**WORK ITEM:** Do not repeat pictures. Repeat exactly the lines of the listing below from its first line through the line with "display:flex; align-items:center; gap:10px;".

/---

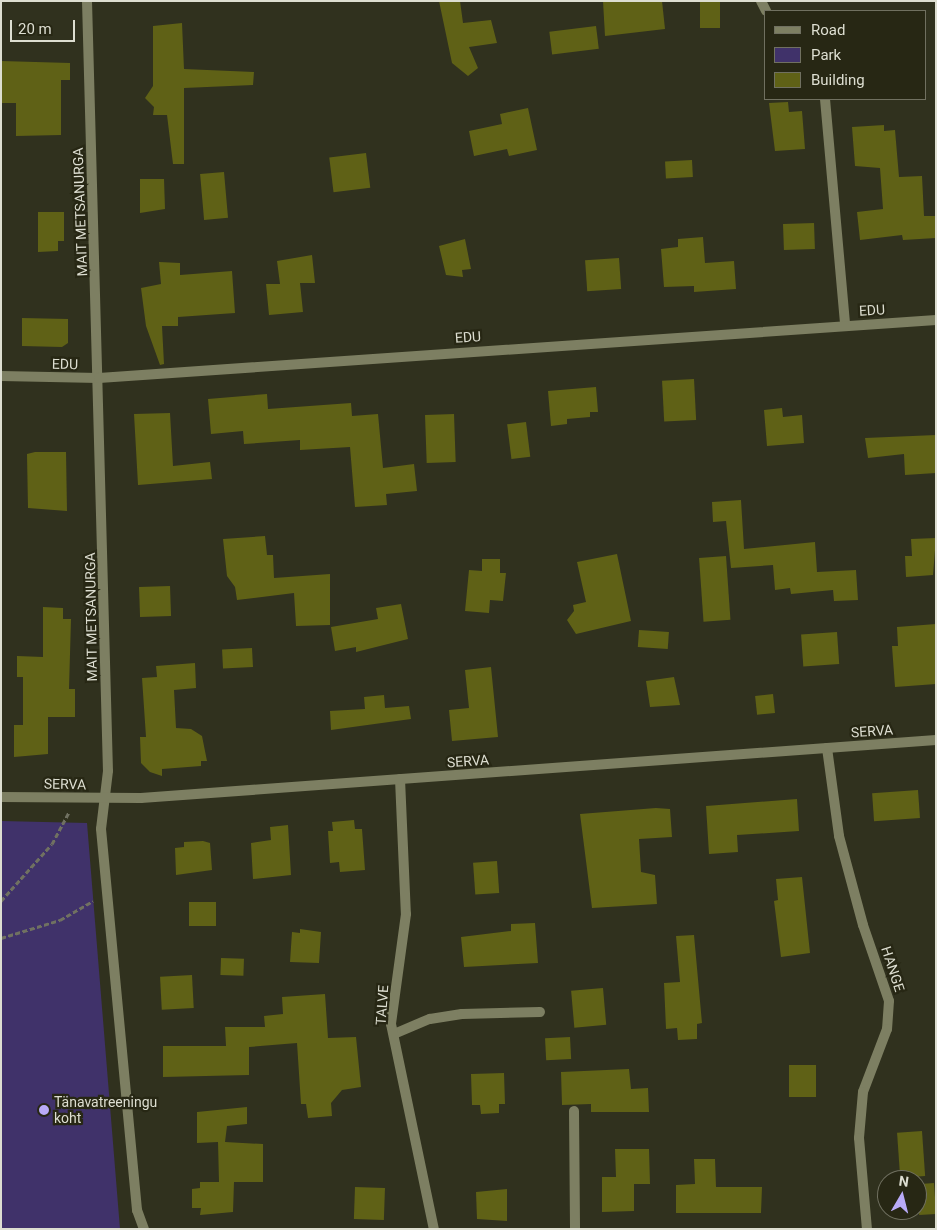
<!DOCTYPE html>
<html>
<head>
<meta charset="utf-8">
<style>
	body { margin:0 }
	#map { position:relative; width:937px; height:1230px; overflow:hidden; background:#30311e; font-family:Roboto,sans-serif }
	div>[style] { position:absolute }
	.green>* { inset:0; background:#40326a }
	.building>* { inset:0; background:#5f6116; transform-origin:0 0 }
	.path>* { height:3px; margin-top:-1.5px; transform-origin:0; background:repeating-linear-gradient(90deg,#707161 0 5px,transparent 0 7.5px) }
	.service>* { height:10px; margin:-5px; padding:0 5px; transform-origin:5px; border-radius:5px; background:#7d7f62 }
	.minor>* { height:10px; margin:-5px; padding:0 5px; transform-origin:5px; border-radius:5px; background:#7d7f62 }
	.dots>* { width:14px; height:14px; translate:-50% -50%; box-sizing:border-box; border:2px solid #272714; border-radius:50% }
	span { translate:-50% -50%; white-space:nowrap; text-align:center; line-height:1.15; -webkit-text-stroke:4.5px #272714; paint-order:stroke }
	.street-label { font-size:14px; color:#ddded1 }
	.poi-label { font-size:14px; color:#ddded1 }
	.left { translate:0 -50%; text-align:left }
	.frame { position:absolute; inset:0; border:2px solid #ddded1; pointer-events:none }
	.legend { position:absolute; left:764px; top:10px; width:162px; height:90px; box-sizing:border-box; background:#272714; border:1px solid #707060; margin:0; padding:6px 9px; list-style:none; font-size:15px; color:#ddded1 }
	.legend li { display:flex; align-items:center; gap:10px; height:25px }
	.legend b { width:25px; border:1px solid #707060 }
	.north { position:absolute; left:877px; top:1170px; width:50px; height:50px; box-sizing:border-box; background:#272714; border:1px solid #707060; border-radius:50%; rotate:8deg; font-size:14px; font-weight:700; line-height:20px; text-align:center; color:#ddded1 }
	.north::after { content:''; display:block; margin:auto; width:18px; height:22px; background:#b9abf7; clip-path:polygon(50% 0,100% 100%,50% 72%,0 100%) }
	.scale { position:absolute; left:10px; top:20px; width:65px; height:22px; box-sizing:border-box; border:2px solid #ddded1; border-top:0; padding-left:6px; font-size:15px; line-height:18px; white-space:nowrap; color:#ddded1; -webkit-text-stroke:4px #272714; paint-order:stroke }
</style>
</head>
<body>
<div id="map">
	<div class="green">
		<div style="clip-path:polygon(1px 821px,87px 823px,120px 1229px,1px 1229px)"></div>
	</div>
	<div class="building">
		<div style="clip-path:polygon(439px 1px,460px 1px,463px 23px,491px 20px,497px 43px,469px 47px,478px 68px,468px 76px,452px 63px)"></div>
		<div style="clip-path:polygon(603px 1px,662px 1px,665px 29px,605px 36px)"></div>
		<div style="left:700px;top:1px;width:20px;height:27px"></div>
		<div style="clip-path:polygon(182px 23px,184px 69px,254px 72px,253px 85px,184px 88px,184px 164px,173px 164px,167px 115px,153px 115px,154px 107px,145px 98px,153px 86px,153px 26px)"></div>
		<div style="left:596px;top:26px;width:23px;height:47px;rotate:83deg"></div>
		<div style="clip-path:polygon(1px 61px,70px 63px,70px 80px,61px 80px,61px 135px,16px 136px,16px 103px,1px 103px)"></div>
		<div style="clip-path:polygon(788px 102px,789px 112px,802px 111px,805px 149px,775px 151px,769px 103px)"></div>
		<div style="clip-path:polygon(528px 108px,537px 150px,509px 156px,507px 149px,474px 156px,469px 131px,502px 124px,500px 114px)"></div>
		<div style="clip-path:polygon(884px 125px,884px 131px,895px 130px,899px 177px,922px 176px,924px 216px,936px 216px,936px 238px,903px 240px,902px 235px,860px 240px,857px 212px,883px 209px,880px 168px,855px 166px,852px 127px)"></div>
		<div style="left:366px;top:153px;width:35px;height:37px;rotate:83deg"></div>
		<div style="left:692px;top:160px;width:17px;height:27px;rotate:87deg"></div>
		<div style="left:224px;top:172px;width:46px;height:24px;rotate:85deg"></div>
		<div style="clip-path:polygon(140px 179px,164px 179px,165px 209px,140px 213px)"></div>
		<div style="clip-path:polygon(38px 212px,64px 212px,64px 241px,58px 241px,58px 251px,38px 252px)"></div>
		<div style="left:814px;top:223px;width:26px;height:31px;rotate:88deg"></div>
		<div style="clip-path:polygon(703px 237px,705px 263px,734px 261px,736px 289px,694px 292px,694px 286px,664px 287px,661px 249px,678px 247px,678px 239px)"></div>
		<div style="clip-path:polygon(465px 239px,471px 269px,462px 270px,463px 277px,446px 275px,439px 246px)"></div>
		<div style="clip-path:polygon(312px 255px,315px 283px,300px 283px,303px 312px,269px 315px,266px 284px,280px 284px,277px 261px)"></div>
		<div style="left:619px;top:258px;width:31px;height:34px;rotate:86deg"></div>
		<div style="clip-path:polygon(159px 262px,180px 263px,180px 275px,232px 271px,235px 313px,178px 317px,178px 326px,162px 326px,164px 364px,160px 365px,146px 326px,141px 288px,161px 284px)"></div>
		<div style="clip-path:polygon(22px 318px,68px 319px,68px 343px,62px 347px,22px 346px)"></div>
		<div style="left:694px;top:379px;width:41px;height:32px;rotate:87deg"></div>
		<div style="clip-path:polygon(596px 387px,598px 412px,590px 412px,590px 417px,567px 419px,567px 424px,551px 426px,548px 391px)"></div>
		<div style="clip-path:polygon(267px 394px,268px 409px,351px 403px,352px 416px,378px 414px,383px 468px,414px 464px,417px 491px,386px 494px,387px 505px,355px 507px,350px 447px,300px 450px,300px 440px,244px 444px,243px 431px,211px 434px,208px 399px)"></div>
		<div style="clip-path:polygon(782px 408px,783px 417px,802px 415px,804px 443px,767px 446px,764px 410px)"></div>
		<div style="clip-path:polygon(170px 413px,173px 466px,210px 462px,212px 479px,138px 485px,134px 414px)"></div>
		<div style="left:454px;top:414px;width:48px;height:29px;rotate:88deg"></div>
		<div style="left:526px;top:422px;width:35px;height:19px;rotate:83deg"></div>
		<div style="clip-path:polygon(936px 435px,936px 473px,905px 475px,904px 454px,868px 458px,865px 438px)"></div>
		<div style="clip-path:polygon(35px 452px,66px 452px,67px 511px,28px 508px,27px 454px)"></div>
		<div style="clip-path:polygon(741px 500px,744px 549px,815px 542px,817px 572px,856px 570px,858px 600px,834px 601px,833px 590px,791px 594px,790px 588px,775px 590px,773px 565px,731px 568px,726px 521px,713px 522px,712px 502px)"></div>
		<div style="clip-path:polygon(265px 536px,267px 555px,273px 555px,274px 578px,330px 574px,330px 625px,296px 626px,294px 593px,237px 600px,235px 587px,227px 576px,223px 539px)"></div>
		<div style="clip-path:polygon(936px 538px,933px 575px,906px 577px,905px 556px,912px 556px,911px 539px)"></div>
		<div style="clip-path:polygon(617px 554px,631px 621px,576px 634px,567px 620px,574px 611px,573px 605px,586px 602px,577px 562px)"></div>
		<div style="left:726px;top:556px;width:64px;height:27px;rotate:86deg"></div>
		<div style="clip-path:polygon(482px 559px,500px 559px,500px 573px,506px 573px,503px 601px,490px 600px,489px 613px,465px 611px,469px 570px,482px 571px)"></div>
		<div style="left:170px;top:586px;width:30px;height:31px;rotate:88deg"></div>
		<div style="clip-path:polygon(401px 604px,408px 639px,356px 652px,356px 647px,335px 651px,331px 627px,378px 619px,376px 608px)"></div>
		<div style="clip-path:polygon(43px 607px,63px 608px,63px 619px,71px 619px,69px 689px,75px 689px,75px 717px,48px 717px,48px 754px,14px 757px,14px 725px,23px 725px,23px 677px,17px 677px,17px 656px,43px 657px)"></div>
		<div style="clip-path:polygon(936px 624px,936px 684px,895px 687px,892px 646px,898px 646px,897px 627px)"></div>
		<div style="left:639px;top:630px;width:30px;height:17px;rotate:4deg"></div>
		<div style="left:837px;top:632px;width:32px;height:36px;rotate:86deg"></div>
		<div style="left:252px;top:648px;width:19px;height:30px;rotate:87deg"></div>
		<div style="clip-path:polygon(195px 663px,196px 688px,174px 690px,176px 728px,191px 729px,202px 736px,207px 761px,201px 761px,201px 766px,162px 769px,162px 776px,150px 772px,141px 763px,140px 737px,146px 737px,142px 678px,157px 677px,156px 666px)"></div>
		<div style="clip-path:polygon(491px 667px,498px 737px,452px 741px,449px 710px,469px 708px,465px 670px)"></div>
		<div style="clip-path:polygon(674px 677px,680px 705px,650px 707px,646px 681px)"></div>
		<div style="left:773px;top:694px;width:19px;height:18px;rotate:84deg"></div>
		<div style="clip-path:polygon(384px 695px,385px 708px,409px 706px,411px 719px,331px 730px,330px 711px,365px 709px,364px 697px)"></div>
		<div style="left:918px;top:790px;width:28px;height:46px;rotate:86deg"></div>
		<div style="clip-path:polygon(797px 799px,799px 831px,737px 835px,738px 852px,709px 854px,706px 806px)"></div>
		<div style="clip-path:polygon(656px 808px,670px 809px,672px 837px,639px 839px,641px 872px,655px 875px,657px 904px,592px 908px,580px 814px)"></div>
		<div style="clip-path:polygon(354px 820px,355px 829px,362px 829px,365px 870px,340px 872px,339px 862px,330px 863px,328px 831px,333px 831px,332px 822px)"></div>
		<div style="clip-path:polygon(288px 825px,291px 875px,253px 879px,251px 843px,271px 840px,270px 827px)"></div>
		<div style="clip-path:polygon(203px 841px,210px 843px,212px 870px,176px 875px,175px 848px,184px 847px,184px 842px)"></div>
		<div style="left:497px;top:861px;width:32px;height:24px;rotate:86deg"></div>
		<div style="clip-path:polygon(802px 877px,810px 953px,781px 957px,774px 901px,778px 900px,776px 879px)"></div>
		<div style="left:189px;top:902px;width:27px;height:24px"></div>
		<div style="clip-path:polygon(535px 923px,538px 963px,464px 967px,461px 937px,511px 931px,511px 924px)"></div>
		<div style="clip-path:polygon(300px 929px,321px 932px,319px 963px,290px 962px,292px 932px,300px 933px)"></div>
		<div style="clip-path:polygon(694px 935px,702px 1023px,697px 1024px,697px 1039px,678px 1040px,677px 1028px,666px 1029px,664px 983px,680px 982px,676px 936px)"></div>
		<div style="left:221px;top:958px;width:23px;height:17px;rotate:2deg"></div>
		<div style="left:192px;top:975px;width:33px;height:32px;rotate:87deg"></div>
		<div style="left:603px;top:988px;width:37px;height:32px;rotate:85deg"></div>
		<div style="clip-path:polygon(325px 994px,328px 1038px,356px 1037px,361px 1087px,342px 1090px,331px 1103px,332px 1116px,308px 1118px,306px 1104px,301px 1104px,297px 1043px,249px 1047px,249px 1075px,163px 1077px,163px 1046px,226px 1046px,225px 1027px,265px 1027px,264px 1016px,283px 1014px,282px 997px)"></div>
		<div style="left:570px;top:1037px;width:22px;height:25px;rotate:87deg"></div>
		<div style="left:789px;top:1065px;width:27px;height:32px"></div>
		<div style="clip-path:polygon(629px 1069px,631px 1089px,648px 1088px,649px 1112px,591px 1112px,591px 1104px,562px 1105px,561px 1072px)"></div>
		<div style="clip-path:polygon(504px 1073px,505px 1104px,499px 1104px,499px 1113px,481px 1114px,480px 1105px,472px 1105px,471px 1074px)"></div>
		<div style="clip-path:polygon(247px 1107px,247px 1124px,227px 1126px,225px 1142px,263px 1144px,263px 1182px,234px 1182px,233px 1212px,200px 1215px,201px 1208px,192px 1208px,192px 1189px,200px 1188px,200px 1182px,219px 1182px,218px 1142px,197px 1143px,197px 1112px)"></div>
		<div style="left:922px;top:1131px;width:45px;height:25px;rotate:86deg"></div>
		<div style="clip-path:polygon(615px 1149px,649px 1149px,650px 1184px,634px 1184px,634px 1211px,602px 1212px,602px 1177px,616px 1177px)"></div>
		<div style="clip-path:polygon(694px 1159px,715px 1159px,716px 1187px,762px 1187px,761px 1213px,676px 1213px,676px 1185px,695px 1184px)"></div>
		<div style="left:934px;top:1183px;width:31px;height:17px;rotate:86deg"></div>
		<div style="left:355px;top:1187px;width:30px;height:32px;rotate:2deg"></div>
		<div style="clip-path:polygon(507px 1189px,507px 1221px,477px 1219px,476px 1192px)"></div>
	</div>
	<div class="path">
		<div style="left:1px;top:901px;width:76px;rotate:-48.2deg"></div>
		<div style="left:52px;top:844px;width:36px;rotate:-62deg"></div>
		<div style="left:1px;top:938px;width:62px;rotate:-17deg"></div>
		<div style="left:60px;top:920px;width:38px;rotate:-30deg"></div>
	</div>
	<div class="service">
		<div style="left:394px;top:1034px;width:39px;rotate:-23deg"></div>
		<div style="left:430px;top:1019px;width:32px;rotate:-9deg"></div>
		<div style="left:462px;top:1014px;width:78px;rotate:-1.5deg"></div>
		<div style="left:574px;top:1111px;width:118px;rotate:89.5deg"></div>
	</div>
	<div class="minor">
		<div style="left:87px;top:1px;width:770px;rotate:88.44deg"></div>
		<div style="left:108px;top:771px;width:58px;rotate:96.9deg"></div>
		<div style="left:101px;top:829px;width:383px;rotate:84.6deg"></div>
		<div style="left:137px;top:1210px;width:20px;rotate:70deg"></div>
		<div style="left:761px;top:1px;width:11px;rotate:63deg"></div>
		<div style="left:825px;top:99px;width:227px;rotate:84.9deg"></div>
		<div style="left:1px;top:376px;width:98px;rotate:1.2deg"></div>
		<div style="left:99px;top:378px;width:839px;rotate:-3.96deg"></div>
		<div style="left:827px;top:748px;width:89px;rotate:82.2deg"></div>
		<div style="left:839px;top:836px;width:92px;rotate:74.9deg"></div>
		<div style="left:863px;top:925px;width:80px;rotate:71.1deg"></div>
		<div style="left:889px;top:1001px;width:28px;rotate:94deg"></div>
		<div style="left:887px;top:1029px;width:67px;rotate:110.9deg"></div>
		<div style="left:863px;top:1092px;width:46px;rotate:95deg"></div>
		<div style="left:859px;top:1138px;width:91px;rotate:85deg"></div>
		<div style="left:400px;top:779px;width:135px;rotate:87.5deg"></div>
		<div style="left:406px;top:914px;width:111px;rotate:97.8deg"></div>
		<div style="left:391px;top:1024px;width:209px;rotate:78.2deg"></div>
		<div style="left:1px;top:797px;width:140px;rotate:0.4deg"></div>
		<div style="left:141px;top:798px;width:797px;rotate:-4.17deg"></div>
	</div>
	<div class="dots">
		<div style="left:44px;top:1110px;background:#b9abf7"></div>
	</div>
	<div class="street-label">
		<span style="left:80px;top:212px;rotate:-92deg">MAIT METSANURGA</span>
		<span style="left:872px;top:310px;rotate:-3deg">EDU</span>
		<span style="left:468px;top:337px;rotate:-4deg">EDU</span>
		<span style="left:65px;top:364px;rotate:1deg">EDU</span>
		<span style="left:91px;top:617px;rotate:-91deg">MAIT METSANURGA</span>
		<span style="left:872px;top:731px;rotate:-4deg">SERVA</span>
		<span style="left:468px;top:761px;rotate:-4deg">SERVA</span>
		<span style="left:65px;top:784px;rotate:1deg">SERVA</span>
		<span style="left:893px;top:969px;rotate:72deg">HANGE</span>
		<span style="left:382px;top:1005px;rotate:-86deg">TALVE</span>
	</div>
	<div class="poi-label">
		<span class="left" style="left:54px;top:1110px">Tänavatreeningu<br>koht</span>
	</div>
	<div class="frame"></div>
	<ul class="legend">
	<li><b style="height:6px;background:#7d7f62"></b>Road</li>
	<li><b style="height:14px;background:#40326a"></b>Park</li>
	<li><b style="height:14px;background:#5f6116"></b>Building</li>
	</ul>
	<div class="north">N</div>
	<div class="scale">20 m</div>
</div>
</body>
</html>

\---

**SOLUTION TO THIS PROBLEM:**
<!DOCTYPE html>
<html>
<head>
<meta charset="utf-8">
<style>
	body { margin:0 }
	#map { position:relative; width:937px; height:1230px; overflow:hidden; background:#30311e; font-family:Roboto,sans-serif }
	div>[style] { position:absolute }
	.green>* { inset:0; background:#40326a }
	.building>* { inset:0; background:#5f6116; transform-origin:0 0 }
	.path>* { height:3px; margin-top:-1.5px; transform-origin:0; background:repeating-linear-gradient(90deg,#707161 0 5px,transparent 0 7.5px) }
	.service>* { height:10px; margin:-5px; padding:0 5px; transform-origin:5px; border-radius:5px; background:#7d7f62 }
	.minor>* { height:10px; margin:-5px; padding:0 5px; transform-origin:5px; border-radius:5px; background:#7d7f62 }
	.dots>* { width:14px; height:14px; translate:-50% -50%; box-sizing:border-box; border:2px solid #272714; border-radius:50% }
	span { translate:-50% -50%; white-space:nowrap; text-align:center; line-height:1.15; -webkit-text-stroke:4.5px #272714; paint-order:stroke }
	.street-label { font-size:14px; color:#ddded1 }
	.poi-label { font-size:14px; color:#ddded1 }
	.left { translate:0 -50%; text-align:left }
	.frame { position:absolute; inset:0; border:2px solid #ddded1; pointer-events:none }
	.legend { position:absolute; left:764px; top:10px; width:162px; height:90px; box-sizing:border-box; background:#272714; border:1px solid #707060; margin:0; padding:6px 9px; list-style:none; font-size:15px; color:#ddded1 }
	.legend li { display:flex; align-items:center; gap:10px; height:25px }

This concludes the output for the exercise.